What is being asked:
Once the line containing "fill:#cacfd3; stroke:#8d9194; stroke-width:2.5" is found in the entries below, restate it and each following line word for word, stopping after the line containing "text-anchor:middle; dominant-baseline:central; stroke-width:8;".

Information:
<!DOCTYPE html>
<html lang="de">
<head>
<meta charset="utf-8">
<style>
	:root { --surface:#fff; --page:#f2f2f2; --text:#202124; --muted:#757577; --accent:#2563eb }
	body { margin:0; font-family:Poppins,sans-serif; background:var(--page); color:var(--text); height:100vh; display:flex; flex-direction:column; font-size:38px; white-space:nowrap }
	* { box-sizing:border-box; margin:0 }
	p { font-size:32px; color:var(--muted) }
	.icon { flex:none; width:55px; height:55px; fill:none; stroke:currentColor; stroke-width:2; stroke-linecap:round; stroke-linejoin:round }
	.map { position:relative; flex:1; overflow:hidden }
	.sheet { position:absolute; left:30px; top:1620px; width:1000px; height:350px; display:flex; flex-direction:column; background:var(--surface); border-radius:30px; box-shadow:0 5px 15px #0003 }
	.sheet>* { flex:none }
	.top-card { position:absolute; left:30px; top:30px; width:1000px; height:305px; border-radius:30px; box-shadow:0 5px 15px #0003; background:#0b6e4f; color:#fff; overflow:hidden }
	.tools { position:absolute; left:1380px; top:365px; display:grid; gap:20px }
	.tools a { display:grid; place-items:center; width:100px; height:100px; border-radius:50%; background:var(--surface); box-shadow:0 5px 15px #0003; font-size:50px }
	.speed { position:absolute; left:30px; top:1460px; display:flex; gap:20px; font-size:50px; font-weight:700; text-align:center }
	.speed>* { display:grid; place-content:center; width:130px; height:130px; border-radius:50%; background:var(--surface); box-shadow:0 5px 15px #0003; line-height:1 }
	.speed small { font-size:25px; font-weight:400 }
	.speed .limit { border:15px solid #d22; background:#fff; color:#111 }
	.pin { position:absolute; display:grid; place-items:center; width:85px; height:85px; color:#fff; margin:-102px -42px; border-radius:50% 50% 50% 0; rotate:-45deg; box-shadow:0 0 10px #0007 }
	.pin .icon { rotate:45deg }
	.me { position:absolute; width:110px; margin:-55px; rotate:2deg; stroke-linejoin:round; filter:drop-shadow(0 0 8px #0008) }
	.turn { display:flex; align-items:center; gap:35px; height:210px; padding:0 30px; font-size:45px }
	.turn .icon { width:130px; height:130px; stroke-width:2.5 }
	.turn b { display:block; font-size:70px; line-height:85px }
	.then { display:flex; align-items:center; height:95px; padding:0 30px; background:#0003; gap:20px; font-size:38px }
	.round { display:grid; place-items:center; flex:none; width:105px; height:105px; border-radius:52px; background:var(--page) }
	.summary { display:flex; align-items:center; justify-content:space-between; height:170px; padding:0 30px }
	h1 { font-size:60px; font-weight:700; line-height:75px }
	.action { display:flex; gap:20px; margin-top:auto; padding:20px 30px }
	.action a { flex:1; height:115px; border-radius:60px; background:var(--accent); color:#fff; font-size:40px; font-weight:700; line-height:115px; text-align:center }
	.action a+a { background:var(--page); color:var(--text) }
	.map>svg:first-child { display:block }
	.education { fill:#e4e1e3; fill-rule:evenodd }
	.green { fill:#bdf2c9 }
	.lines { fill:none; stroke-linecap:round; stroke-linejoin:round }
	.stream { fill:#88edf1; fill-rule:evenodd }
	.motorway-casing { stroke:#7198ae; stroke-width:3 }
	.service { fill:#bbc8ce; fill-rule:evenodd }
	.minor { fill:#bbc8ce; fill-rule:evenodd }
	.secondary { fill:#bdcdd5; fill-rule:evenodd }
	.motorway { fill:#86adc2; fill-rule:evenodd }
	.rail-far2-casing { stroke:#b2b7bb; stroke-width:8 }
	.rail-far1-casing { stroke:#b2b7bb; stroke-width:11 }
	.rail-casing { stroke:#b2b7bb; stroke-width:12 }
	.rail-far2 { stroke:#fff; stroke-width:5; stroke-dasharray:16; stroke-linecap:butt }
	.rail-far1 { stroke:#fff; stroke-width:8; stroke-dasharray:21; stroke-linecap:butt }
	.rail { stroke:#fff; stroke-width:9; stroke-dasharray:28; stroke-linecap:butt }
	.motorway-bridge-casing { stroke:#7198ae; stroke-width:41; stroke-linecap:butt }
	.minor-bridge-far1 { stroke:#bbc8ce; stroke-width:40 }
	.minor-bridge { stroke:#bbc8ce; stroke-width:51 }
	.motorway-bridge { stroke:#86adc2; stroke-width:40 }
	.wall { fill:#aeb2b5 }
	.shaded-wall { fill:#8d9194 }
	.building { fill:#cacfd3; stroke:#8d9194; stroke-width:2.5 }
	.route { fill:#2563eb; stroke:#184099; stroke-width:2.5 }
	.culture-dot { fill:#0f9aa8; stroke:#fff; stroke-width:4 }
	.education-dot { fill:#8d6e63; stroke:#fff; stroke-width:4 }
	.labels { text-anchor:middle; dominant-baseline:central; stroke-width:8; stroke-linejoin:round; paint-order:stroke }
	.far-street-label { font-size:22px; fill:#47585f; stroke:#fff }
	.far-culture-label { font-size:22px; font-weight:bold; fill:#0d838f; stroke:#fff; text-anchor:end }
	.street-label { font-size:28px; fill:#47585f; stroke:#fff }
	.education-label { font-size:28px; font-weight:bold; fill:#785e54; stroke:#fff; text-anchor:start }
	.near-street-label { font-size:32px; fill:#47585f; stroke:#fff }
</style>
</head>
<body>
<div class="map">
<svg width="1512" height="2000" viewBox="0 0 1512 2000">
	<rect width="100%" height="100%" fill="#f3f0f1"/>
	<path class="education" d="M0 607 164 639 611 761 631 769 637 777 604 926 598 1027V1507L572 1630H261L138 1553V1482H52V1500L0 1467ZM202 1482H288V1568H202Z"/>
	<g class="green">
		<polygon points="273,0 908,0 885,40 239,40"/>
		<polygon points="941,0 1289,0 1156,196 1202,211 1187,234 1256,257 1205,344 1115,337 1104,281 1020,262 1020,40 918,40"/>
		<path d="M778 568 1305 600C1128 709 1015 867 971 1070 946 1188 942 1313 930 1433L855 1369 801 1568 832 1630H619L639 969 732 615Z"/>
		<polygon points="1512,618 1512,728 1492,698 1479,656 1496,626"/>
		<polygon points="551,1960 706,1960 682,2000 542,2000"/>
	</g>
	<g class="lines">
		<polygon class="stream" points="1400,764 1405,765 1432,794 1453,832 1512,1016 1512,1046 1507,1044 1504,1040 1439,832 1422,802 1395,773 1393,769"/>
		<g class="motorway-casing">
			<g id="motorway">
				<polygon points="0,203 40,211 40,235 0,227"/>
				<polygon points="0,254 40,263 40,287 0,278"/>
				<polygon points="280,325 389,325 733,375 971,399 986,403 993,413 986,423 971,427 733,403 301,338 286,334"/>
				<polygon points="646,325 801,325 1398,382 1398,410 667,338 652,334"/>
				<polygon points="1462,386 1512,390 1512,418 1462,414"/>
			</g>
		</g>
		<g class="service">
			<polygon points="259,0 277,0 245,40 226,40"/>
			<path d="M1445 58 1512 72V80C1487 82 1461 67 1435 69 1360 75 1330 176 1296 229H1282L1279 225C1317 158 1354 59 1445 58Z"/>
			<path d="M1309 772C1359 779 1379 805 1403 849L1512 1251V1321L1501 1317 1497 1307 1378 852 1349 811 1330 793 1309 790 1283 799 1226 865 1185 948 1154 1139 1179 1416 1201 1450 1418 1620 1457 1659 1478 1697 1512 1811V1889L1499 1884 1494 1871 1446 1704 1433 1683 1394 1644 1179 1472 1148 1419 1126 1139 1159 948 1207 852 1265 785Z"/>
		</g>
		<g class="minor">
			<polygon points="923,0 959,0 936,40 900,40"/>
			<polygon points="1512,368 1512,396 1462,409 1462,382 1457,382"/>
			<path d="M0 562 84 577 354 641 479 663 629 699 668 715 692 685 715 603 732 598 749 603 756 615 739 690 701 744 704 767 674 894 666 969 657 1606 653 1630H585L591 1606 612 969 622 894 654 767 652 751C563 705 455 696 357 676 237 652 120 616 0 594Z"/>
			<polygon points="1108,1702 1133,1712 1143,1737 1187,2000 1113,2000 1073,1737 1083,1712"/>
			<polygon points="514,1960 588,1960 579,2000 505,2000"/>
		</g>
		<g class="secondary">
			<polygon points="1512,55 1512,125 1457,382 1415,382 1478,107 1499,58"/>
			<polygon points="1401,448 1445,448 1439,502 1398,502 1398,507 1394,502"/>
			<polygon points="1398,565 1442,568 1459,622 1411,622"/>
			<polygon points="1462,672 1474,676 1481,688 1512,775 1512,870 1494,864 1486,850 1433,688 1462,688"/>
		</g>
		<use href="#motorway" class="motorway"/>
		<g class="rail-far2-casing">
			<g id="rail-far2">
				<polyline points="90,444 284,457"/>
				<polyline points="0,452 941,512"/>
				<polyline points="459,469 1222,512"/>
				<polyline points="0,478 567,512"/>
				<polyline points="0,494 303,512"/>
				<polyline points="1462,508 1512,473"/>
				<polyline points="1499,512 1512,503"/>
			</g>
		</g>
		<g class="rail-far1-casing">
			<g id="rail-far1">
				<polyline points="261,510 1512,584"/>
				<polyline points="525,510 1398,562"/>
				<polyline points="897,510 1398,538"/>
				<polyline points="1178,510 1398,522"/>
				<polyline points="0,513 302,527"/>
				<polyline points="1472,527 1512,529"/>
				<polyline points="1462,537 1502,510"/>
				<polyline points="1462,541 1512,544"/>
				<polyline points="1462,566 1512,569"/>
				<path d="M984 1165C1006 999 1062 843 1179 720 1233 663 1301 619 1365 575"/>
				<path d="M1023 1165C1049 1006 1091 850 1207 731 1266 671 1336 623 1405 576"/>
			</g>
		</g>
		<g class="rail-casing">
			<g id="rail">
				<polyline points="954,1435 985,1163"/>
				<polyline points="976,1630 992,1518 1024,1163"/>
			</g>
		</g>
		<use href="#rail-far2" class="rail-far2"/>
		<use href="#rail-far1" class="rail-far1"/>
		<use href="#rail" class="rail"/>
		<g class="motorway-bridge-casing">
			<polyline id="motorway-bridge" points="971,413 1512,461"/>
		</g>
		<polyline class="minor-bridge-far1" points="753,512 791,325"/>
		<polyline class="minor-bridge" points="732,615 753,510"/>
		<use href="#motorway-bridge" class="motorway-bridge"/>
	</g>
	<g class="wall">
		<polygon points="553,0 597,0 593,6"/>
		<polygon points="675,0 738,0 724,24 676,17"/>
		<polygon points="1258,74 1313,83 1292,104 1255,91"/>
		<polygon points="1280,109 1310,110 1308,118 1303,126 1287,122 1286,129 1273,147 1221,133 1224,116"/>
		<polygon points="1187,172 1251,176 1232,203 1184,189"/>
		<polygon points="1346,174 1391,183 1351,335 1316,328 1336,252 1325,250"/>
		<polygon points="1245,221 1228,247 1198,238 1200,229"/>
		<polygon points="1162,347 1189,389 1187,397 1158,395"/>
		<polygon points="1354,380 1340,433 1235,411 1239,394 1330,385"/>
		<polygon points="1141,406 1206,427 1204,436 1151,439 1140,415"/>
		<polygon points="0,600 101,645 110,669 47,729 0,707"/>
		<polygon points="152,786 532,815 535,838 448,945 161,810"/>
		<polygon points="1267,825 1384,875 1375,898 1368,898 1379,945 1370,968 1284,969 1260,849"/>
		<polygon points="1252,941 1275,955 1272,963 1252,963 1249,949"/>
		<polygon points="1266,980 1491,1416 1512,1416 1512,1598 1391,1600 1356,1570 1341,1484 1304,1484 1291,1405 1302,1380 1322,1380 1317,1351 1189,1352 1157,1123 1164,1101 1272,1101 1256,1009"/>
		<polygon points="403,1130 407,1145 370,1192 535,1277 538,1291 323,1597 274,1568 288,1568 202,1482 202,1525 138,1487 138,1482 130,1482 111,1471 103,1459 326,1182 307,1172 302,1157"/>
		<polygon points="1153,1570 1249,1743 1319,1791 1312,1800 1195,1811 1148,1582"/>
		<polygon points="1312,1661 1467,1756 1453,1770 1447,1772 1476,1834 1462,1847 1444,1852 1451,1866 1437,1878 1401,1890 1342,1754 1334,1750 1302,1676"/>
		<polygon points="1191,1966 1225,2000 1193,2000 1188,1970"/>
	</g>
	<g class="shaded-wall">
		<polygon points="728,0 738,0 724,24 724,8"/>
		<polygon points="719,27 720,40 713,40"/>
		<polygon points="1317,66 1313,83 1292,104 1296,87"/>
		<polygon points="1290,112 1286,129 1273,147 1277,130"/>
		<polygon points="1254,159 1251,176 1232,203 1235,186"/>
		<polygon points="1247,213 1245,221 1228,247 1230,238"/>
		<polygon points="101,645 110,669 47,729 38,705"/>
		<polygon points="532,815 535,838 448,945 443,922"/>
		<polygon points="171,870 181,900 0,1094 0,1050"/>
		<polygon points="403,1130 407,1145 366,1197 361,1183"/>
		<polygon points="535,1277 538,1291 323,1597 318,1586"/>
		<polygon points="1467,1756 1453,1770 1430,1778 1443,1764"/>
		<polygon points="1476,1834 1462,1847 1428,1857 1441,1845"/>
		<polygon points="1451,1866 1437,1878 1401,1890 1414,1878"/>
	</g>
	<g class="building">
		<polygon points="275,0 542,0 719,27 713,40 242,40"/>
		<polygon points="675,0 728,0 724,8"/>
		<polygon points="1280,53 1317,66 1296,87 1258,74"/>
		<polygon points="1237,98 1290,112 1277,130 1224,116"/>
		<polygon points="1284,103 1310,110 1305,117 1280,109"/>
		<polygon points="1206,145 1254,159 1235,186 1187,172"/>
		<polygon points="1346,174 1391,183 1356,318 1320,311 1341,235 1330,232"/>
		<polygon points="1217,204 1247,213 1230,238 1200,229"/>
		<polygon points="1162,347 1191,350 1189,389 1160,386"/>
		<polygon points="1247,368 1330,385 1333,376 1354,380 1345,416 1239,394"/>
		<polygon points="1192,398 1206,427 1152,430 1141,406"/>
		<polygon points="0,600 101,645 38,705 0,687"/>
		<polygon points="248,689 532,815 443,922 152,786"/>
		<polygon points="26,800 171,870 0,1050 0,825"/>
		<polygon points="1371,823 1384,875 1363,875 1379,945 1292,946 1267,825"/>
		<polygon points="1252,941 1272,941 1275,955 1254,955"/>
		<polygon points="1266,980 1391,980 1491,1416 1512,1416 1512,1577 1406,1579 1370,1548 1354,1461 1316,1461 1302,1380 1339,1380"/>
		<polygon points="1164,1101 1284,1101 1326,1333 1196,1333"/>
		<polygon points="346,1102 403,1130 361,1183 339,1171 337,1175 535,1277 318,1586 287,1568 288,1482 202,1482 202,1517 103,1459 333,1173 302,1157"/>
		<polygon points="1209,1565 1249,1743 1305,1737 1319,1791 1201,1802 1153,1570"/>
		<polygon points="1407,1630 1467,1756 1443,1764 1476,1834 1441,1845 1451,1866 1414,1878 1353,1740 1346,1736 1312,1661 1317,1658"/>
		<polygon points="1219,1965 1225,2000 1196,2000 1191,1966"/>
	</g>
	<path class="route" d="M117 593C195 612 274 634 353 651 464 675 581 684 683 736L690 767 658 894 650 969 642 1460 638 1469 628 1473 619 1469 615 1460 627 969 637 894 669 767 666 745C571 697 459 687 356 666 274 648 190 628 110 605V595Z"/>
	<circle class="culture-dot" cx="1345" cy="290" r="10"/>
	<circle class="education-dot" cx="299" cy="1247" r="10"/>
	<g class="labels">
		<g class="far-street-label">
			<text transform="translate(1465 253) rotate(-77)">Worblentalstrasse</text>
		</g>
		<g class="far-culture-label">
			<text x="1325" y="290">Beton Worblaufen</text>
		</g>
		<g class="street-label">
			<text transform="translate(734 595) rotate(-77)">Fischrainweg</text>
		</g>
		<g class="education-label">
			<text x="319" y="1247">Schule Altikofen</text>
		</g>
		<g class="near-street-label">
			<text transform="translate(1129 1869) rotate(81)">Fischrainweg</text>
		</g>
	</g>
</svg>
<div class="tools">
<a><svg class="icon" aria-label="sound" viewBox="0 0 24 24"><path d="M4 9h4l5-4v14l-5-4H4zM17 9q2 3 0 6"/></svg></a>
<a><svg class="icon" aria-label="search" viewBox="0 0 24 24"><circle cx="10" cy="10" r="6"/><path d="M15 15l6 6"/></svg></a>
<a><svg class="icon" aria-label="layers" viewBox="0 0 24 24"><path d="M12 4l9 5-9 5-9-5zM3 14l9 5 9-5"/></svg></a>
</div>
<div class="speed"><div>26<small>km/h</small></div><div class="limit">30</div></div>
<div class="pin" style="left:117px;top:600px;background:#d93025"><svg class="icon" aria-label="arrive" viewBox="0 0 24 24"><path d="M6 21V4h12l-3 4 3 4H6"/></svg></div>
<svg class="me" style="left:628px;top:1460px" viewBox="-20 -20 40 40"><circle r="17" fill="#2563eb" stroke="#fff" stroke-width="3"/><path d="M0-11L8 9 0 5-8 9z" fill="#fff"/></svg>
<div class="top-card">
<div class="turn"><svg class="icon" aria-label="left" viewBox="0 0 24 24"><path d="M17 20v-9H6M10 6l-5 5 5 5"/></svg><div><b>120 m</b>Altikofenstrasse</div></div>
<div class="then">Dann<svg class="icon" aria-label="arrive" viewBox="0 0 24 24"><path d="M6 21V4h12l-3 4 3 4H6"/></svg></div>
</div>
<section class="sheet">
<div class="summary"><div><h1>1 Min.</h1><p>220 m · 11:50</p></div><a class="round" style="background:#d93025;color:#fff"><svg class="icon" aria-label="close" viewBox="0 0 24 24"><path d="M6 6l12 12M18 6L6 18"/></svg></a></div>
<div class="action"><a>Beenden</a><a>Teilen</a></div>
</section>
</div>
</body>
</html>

Response to this exercise:
	.building { fill:#cacfd3; stroke:#8d9194; stroke-width:2.5 }
	.route { fill:#2563eb; stroke:#184099; stroke-width:2.5 }
	.culture-dot { fill:#0f9aa8; stroke:#fff; stroke-width:4 }
	.education-dot { fill:#8d6e63; stroke:#fff; stroke-width:4 }
	.labels { text-anchor:middle; dominant-baseline:central; stroke-width:8; stroke-linejoin:round; paint-order:stroke }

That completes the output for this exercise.